Safety First. Always

Safety First. Always

BBC Article

As I was browsing through my news feed one headline from the BBC caught my attention. “The inferno and the mystery ship” by By Rami Ruhayem and Paul Adams. It is only 4 days since the blast but this article does seem to have pieced together the story of the shipment of Ammonium Nitrite that caused the devastating explosion in Beirut.

What struck me in particular, from a professional perspective, is that so many of the failings in this case appear to lie in the area that would traditionally be the responsibility of the Supply Chain Management department of a company. Procurement, Shipment & Transportation, Storage.

I remember years ago in the early stages of my career I was put in charge of a warehouse at the company I worked for. I had worked for them for a couple of years and was now moving assignment to take charge of one of a number of warehouses we had onsite. The Logistics manager brought me on a tour of the warehouse and introduced me to the team. At the end he brought me in the direction of a small concrete building some distance from the warehouse. For all the world it looked like a pump house. Nothing remotely of interest. This he informed me was the Explosives store and only a handful of people even knew it was on site. Nothing in the store was an actual military type explosive. But under certain conditions or in the wrong hands these chemicals could explode. The next day I was sent off site for training on the storage of chemicals and explosives. I hadn’t even sat at my new desk and the first thing the company wanted me to know was how to safely look after the dangerous goods that we had on site. Safety was the first priority.

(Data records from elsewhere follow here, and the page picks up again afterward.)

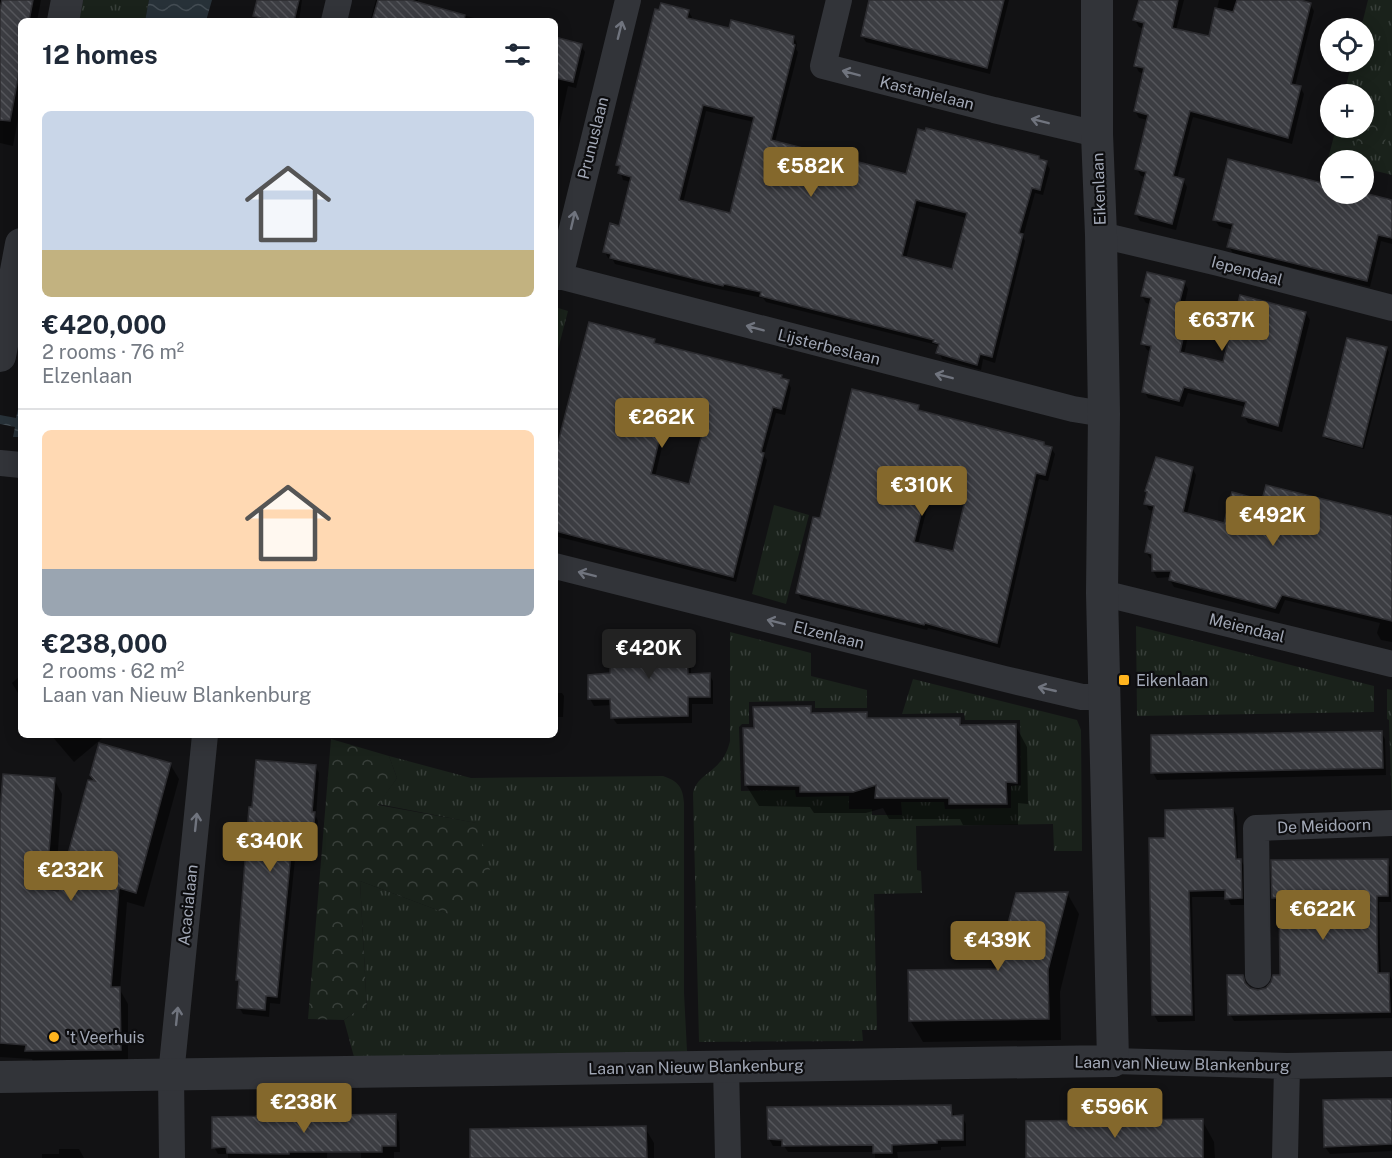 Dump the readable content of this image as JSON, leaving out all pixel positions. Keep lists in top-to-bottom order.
{
  "streets": {
    "street": [
      "Kastanjelaan",
      "Prunuslaan",
      "Eikenlaan",
      "Iependaal",
      "Lijsterbeslaan",
      "Meiendaal",
      "Elzenlaan",
      "De Meidoorn",
      "Acacialaan",
      "Laan van Nieuw Blankenburg"
    ]
  },
  "crossings": [
    ["Kastanjelaan", "Eikenlaan"],
    ["Eikenlaan", "Iependaal"],
    ["Eikenlaan", "Lijsterbeslaan"],
    ["Eikenlaan", "Meiendaal"],
    ["Eikenlaan", "Elzenlaan"],
    ["Eikenlaan", "Laan van Nieuw Blankenburg"],
    ["Acacialaan", "Laan van Nieuw Blankenburg"]
  ],
  "one_way": [
    "Kastanjelaan",
    "Prunuslaan",
    "Lijsterbeslaan",
    "Elzenlaan",
    "Acacialaan"
  ],
  "places": {
    "transit": ["Eikenlaan"],
    "other": ["'t Veerhuis"]
  },
  "page": {
    "map_buttons": ["+", "−"],
    "heading": "12 homes",
    "list": [
      {
        "name": "€420,000",
        "note": "2 rooms · 76 m² · Elzenlaan"
      },
      {
        "name": "€238,000",
        "note": "2 rooms · 62 m² · Laan van Nieuw Blankenburg"
      }
    ],
    "price": [
      "€582K",
      "€637K",
      "€262K",
      "€310K",
      "€492K",
      "€420K",
      "€340K",
      "€232K",
      "€622K",
      "€439K",
      "€238K",
      "€596K"
    ]
  }
}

And this company wasn’t the only one I have seen that has that policy. All good companies will not only put safety high on their management priority list but foster a culture of safety through the organisation. Safety has to be the top priority because it doesn’t take a Beirut level of event to devastate a family. It just takes one slip. And in our field, Operations and Supply Chain Management, we deal with potentially deadly equipment, materials and processes every day. One slip is all it takes.

I don’t know what the outcome of the official investigation will be. The internet, as always, is full of theories. My gut feeling reading this and other articles is this was not a deliberate act. This looks to be a result of carelessness, indifference, lack of knowledge, corruption and many other human failings. I have seen images on social media claiming to be of the Ammonium Nitrite in storage before the explosion. If true then negligence isn’t a strong enough word to describe what happened. I might be wrong but I expect there will be trials. It certainly seems government officials in Lebanon have lots of questions to answer. More information will no doubt come out over the next few months.

But do this one thing. Read that BBC article. Ask yourself would you like dangerous goods to be handled in your supply chain like this Ammonium Nitrite was. I certainly wouldn’t. Then send it to every one of your team and ask them to read it. This may be a worst case scenario. But sometimes worst case scenarios will shake the cobwebs of complacency off an organisation. Safety First. Always.